A precious hoard of silver jewelry from the second half of the 10th century has been transferred to the Podlaskie Museum in Białystok decades after it was looted near Brańsk, eastern Poland. The treasure was confiscated last year in a coordinated operation by police, tax and cultural heritage authorities. It was in limbo until prosecutors determined there would be no trial as the statute of limitations had run out. Now the hoard has been allocated to the museum for study, conservation and display.
The treasure consists of 45 pieces, including richly decorated silver half-moon pendants (lunulae), silver earrings with highly decorated semi-circular bottom half and long chain pendants, silver beads decorated with nodules and granulation, a bracelet, a ring, fragments of a bronze chain and several glass beads. The craftsmanship is of extremely high quality, and experts believe it may have been the work of Byzantine jewelers that reached Poland through Russia or of local jewelers influenced by Eastern techniques. The earrings and beads are similar to ones found in other jewelry finds from the period, most notably the treasure of Góra Strękowa.
The lunulae are particularly impressive. They were made by casting a bar of silver, placing it between sheets of leather and tapping it repeatedly with oval hammers. The sheet was trimmed to shape with scissors or saws. A template was likely used to ensure the shape was symmetrical. It was reinforced by soldering strips to the underside of the lunula and then the edges were smoothed. The maker would then decorate the lunula with filigree, granulation and nodules. These were extremely expensive prestige objects, worn as the central element of a necklace that had other pendants, beads and gems added to it.

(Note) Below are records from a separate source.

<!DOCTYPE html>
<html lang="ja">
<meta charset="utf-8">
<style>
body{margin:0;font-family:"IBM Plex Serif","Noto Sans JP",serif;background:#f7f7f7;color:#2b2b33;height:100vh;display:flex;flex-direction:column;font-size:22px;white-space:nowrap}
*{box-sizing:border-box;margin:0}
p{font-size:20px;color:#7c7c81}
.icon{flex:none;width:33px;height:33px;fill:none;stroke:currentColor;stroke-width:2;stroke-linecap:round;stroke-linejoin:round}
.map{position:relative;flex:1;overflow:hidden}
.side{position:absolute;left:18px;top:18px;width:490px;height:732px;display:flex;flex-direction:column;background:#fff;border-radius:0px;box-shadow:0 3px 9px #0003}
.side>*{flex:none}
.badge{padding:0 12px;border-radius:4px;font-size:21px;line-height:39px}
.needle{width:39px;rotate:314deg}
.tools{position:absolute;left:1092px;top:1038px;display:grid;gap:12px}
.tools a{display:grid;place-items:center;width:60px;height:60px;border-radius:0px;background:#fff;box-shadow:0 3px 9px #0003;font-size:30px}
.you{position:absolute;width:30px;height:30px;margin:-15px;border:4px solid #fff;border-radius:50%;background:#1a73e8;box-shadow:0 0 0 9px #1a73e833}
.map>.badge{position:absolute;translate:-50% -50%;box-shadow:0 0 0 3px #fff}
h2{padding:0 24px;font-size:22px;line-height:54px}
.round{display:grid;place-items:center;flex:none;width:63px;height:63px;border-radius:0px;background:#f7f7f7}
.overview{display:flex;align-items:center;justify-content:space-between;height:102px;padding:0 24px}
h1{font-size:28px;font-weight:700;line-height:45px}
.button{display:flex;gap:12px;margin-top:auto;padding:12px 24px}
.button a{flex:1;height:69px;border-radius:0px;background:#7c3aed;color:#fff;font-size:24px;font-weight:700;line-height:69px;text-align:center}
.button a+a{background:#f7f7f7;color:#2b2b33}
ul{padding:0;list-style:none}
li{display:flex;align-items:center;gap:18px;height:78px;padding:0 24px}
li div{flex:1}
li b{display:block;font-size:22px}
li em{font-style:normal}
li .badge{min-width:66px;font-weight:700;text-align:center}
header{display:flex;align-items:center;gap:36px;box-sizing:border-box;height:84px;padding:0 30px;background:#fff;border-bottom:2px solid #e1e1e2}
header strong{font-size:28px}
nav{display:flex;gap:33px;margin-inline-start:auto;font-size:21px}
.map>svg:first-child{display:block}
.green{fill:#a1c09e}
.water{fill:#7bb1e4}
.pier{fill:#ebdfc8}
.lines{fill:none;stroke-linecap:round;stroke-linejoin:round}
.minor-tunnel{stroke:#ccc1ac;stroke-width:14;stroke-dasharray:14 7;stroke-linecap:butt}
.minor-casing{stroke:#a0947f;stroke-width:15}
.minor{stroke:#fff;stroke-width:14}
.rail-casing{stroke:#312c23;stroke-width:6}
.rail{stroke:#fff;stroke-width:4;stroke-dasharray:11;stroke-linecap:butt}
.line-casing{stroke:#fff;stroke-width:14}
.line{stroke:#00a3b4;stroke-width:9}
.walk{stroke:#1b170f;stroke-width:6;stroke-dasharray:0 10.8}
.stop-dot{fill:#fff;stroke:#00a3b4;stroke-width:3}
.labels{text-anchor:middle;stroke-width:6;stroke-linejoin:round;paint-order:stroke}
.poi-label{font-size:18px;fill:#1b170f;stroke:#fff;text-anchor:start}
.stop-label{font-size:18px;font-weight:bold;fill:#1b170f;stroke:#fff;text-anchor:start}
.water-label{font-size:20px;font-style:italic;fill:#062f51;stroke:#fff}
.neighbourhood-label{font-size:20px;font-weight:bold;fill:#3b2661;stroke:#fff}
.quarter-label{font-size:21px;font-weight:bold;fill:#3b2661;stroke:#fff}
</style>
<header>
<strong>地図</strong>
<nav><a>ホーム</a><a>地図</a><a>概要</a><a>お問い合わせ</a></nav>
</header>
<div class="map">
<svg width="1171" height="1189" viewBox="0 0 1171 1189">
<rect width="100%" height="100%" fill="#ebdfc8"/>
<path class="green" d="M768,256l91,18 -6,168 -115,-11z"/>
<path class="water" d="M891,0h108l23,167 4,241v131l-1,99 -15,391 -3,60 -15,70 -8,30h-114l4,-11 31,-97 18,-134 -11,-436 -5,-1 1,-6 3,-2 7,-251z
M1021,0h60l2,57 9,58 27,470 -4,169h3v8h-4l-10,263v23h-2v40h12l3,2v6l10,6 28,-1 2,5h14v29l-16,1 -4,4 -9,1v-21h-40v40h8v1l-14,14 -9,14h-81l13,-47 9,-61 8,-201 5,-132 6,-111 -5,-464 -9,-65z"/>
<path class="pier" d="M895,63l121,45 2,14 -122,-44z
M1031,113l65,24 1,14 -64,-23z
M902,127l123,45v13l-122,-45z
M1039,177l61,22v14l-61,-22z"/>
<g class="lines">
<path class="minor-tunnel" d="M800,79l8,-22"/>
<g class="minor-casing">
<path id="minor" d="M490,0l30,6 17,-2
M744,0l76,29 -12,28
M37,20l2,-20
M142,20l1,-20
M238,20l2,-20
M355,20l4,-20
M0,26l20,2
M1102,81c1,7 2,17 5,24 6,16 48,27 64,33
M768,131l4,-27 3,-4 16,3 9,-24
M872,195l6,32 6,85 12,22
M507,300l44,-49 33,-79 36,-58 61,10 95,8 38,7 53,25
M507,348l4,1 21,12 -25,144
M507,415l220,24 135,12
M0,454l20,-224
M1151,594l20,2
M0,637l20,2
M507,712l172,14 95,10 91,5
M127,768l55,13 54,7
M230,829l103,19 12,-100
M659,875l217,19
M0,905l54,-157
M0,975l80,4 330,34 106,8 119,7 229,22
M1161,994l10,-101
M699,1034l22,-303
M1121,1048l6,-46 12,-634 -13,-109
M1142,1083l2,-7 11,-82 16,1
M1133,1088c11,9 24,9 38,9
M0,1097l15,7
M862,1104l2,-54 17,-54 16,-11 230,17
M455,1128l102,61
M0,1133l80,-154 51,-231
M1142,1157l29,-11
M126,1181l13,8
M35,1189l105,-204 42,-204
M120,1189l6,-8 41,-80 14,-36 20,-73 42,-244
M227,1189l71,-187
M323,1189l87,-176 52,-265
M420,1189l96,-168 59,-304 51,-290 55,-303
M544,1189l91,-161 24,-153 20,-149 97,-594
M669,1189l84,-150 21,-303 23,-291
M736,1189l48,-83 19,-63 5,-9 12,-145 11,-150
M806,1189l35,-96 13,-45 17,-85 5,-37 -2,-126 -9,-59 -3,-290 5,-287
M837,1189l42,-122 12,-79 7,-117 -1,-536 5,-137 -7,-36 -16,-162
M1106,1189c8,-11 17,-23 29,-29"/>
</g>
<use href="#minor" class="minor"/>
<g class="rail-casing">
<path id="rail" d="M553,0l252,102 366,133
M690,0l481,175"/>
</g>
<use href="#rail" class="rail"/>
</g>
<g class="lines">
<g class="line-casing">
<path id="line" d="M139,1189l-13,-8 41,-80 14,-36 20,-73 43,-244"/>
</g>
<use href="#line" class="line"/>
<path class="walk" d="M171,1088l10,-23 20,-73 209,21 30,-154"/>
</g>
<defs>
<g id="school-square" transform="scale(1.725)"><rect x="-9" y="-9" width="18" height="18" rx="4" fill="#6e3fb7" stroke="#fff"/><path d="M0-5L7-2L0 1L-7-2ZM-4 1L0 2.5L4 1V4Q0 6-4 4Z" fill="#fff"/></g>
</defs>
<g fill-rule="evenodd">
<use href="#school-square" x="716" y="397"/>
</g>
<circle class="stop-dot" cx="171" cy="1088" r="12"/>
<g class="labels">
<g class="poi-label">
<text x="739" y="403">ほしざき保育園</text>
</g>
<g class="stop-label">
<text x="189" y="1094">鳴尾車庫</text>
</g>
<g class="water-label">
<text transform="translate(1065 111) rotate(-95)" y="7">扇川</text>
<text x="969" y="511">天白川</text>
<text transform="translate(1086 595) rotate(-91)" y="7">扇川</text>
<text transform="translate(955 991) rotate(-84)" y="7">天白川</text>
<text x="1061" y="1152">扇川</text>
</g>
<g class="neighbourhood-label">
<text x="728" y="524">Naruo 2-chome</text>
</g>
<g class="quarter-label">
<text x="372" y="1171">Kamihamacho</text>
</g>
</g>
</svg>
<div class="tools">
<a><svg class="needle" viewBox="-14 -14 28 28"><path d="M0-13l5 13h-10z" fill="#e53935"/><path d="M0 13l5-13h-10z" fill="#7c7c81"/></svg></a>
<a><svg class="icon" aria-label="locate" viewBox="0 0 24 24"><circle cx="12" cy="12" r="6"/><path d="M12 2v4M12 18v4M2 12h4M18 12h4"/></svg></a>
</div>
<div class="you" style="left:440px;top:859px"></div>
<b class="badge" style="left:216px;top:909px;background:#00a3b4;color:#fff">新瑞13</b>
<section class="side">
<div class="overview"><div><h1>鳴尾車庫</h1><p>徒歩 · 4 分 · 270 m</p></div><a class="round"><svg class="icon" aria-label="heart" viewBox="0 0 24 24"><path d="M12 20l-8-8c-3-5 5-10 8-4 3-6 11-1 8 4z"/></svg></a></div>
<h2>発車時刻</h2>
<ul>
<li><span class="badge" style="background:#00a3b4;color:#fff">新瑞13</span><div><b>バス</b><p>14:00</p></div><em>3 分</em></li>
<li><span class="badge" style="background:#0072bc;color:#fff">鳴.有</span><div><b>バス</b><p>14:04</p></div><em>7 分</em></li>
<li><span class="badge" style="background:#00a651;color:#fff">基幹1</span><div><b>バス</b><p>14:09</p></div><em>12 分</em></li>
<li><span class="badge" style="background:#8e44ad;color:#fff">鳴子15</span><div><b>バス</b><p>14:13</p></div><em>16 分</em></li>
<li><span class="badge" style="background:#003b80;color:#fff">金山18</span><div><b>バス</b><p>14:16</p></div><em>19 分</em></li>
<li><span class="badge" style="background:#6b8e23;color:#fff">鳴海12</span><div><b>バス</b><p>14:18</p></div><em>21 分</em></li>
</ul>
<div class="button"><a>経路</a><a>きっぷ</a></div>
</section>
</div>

There had been rumors that a medieval treasure had been illegally excavated in the Brańsk area in the 1990s, but only in 2022 did conservation authorities get a tip about the treasure’s whereabouts. They alerted law enforcement and the subsequent investigation revealed the collection of thousand-year-old jewelry was in the hands of a Brańsk resident who claimed he had received them from his wife’s grandfather. The grandfather-in-law told him he had personally found the hoard in the ruins of a castle dating to the 11th-14th centuries.
The grandfather died in 2001, so whenever he looted the hoard and gave it to his daughter’s family, it had to have been before 22 years ago. The statute of limitations for the theft (grandpa’s original looting) and appropriation of stolen goods (grandson-in-law’s receipt of the illegally obtained objects) is ten years, so the Bielsko prosecutor’s office could no longer take either case to court.
The hoard was officially delivered to the Podlaskie Museum by the Podlasie Provincial Conservator of Monuments on Wednesday, October 18th.
“This is a unique set of monuments,” Aleksander Piasecki, an archaeologist from the Podlasie Museum, told PAP. He emphasized that he had not seen such a well-preserved set of monuments and – as he added – “it is a nicely preserved complex from the second half of the 10th century associated with contacts with Russia.”
The archaeologist noted that now this unique complex will be subjected to specialist research and conservation in order to determine the origin and chronology of the monuments. He added that the archeology department would then like to display the jewelry; is to be included in the permanent exhibition.